The writing was a little simple, and could have been edited a bit better. There was a lot of repetition when it came to using the characters names (Sage did this, Sage did that, Sage walked here), and when it came to using descriptors (“Tehl took the last bite of his last hot cake”; “Jacob, the palace’s most-prized healer: the Healer”) when there were plenty of replacement words that would have done the job just as well and not sounded repetitive. There was also continual reminders that Sage was a woman, and that women in this world didn’t train or fight. The men were constantly in awe that she wore pants and actually had a personality. Sage holds her own in a fight, and then there are pages and pages of the guys talking about how crazy it is that a woman could ever do that, especially a woman that is pretty and looks like a “curvy little pixie”. There are basically full chapters of this: “So you’re telling me you were bitten by rat and a woman, got your nose broken, had your lip busted, and are suffering bruised ribs, all from a pint-sized woman?” … “Men’s clothing? Interesting choice.
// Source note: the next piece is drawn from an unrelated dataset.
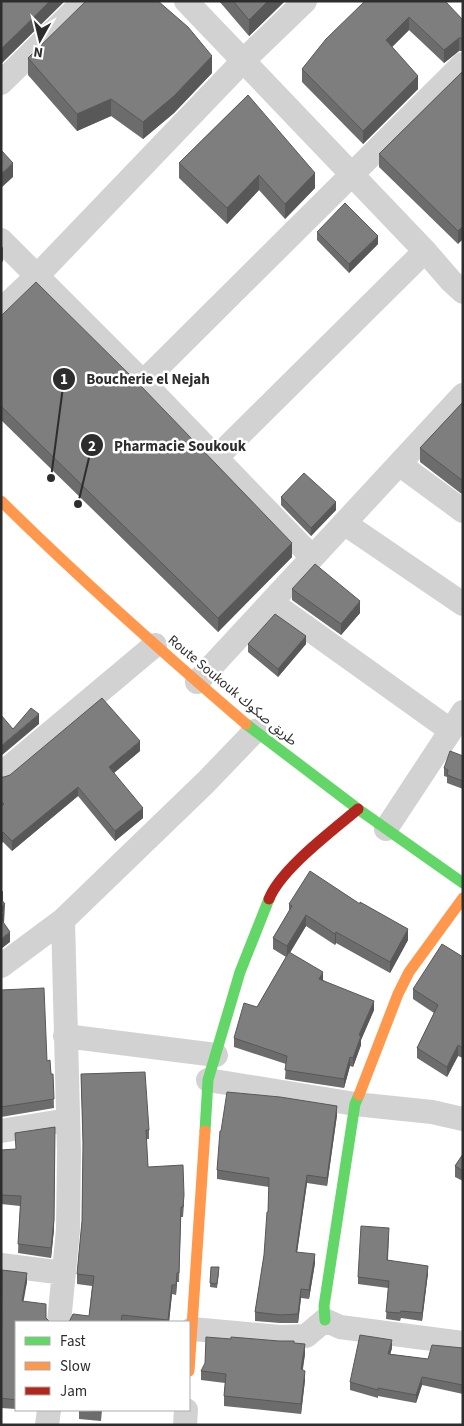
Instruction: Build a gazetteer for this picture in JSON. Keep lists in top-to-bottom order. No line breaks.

So improper. You have to know the ideas you inspire when you showcase your body in such a manner.” … “They’re sending women to do warriors’ work now?”. We get it, women aren’t respected in this book’s setting, can we get some actual plot?
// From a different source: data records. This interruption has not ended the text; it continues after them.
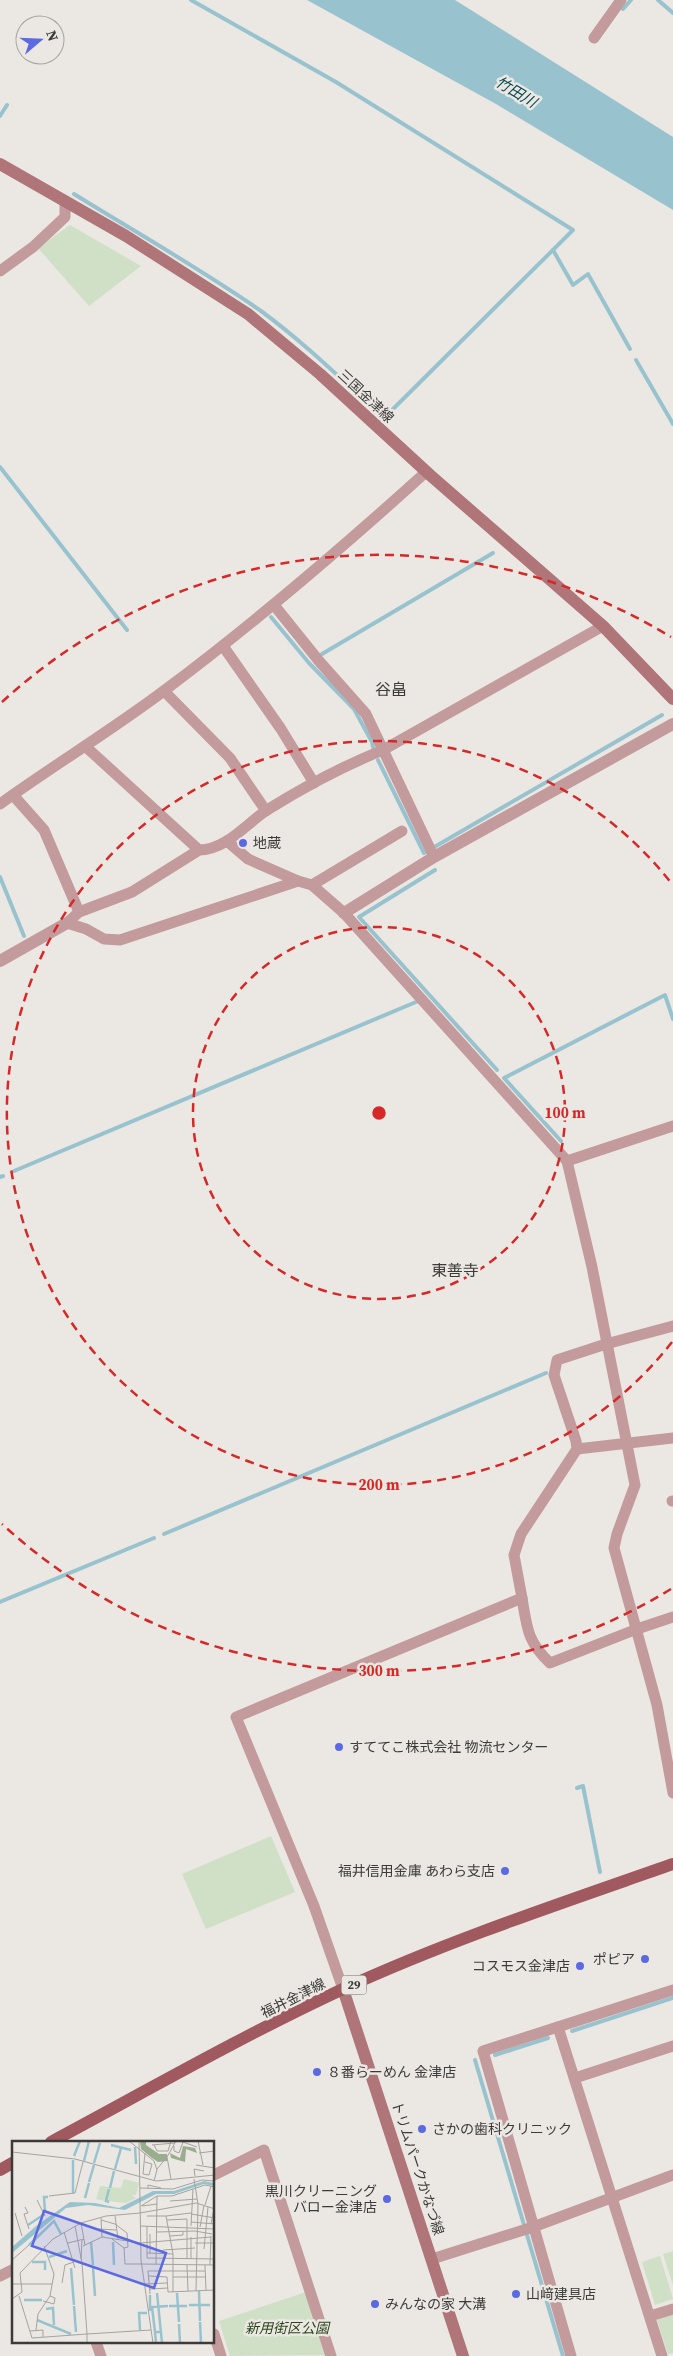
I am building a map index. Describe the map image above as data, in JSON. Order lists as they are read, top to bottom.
{
  "streets": {
    "main road": [
      "三国金津線",
      "29",
      "福井金津線",
      "トリムパークかなづ線"
    ]
  },
  "crossings": [
    ["福井金津線", "トリムパークかなづ線"]
  ],
  "districts": ["谷畠", "東善寺"],
  "water": ["竹田川"],
  "parks": ["新用街区公園"],
  "places": [
    "地蔵",
    "すててこ株式会社 物流センター",
    "福井信用金庫 あわら支店",
    "ポピア",
    "コスモス金津店",
    "８番らーめん 金津店",
    "さかの歯科クリニック",
    "黒川クリーニング バロー金津店",
    "山﨑建具店",
    "みんなの家 大溝"
  ],
  "north": "right",
  "rings": ["100 m", "200 m", "300 m"]
}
I liked the dynamic between Tehl, Sam, and Gav; they’re royals, and therefore “the enemy”, but they’re weren’t portrayed as evil or unlikeable. Although I didn’t mind Thel and Sam’s chapters, I definitely would have liked more chapters from Sage’s POV. In their chapters, Tehl, Sam, and Gav spend half their time talking about women, which just circles back to all my complaints in the last paragraph. I also felt like the story moved very slowly, and there wasn’t much plot advancement throughout. The book was short and easy to read quickly, but not much actually happened. By the halfway point, the only things that had happened so far were Sage getting captured, hurt, brought to medical, and relocated. Plus Tehl’s trip to the border to check on the evil neighboring country, which we still know like nothing about. Surprisingly, the king was one of my favorite characters, and his interactions with Sage were the best pages. I did like Sage as a character, but it felt like we weren’t given enough detail to be able to get to know her as well as we should have. Tehl was super annoying, and I think we we’re supposed to feel bad for him (?), but he was completely socially inept. He fakes the intent to rape Sage in order to try and scare her into giving up secret plans, if that tells you anything about him. Plus he is constantly “forgetting” that Sage was assaulted and is always accidentally grabbing her, and even taking the time to smell her in more than one of these moments. For example:

“Tehl spread his fingers and widened his grip on her thigh. Soft skin pressed into his calloused hand. Were all women this soft? And where was that cinnamon smell coming from? Hunting for it, he ran his nose along the column of her neck. The aroma was stronger behind her ear, intoxicating. His mouth watered. Tehl wanted to run his tongue along her tender throat. His hand shifted on her thigh, and his thumb met the end of her sheathed blade. Tehl snapped back to reality. She wasn’t just a warm, soft body; she was dangerous. He scowled at the faint tremors wracking her body.
“P—please, don’t touch me,” she stuttered out.
Guilt flooded him at what she must be experiencing with him practically mauling her. But then anger burned through his veins, overriding the guilt.”

She’s a traumatized victim and has been assaulted recently, and he knows this, but he can’t stop himself from smelling her because “oh cinnamon”. He’s basically an utter idiot and creep, and I really hope (for the sake of anyone that dares continue with the series) that he doesn’t become the main love interest, because all the shit he has pulled so far was totally out of line and I don’t see how there could ever be any redemption in order.


You know it’s a bad sign when you’re more than halfway through a book and you find yourself daydreaming about what book you’re going to read next. Especially when the book you’re currently reading is part of a series, and you already know that you won’t be continuing on to the next book. The point we reached at the end of this installment should have been the middle of the book, and much more should have happened before the conclusion. The content of this book could have been edited down into half the pages and made up the first half of the debut novel, with more plot making up the end, and then MAYBE we would have had something that wasn’t an utter waste of time.